La Habana, Cuba. - Aquel 8 de agosto de 1909, nadie imaginaba que el niño nacido en el pueblo de San Antonio de Cabezas, en la provincia de Matanzas, llegaría a ser uno de los principales pilares de la décima guajira y la canturía cubana. Le pusieron por nombre Justo Pastor Vega Enríquez, y así emprendió el largo y azaroso camino que lo llevaría a ser “ordenado” como el Caballero de la décima cubana.

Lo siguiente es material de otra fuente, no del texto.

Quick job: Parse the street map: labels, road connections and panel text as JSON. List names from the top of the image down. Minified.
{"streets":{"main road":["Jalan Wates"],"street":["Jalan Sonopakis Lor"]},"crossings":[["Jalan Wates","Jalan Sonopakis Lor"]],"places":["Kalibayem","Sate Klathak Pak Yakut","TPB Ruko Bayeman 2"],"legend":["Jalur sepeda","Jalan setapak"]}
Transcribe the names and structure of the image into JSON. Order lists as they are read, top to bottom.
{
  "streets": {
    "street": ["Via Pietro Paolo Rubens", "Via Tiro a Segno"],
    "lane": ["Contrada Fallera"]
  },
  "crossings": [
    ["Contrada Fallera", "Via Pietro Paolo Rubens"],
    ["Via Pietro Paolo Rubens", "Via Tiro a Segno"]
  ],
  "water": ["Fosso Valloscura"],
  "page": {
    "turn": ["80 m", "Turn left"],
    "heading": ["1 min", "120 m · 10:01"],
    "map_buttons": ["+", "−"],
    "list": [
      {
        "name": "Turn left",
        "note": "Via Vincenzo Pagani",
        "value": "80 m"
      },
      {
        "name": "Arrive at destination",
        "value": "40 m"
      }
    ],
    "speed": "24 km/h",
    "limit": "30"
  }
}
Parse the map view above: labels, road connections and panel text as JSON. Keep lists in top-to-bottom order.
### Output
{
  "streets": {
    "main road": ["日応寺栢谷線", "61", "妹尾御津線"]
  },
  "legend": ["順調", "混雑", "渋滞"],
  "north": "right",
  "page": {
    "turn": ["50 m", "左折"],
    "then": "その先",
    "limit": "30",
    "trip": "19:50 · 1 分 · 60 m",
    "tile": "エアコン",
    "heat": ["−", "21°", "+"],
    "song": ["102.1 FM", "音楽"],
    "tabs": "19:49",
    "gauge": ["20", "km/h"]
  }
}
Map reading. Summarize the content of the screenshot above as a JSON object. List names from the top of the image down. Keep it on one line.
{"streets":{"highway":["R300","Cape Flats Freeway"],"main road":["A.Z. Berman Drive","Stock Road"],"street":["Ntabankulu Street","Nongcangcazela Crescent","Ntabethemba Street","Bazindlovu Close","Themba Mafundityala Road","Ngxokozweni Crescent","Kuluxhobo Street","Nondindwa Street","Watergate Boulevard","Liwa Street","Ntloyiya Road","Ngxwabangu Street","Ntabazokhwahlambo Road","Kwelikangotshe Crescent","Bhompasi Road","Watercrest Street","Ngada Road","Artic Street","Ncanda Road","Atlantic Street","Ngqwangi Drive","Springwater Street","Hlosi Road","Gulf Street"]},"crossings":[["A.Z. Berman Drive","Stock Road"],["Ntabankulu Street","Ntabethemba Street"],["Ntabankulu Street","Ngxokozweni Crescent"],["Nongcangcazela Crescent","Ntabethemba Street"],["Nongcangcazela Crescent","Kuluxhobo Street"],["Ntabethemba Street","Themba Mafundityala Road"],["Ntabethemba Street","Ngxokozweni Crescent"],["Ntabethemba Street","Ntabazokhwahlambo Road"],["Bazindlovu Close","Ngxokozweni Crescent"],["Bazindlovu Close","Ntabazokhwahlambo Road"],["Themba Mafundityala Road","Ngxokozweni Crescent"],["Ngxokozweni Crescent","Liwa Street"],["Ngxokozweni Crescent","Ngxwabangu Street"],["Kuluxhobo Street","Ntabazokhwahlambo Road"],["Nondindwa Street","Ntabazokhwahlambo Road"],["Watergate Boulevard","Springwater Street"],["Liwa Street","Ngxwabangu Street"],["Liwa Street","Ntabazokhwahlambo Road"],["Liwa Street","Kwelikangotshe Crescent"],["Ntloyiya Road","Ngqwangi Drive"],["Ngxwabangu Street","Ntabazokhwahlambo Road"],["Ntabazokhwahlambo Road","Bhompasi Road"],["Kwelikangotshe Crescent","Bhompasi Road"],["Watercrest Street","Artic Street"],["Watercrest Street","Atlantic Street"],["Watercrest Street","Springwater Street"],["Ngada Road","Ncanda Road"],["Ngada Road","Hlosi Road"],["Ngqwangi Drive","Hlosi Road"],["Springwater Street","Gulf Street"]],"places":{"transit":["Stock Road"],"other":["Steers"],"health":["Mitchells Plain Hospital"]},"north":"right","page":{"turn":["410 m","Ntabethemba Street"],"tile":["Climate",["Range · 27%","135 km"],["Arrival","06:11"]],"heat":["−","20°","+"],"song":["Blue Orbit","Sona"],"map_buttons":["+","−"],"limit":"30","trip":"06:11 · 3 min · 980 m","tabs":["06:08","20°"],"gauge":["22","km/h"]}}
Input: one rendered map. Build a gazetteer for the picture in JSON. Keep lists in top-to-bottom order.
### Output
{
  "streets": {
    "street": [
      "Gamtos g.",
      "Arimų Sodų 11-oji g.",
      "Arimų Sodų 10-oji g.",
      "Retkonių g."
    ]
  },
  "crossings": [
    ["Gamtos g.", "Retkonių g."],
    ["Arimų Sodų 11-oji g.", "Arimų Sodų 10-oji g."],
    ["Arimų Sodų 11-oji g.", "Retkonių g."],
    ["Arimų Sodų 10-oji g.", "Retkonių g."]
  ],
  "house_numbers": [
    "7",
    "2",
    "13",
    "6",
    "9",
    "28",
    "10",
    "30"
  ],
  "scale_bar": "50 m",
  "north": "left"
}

Pero la vida de este talentoso guajiro no comenzó por la poesía, a los 15 años se inicia como peón en obras públicas, trabajaría también en un almacén de madera, en una fábrica de hielo y en una cafetería.
Años más tarde, en 1934, integra el cuarteto Trovadores Cubanos que se dedicaba a dar conciertos por La Habana y en pueblos vecinos, iniciándose también a la publicidad en la estación de radio CMQ.
Cinco años más tarde comienza a dirigir la publicidad de la firma de cigarros Partagás. Como parte de su labor dirige La hora de Partagás, en la emisora COCO, que alcanza niveles elevados de audiencia.
Casi 20 años se mantuvo el artista en estas tareas pero nunca abandonó las improvisaciones y canturías que le alimentaban el alma, durante ese tiempo participa en certámenes poéticos, se entrena en las controversias y dirige importantes programas de radio que lo reafirman como uno de los más populares y destacados decimistas del país.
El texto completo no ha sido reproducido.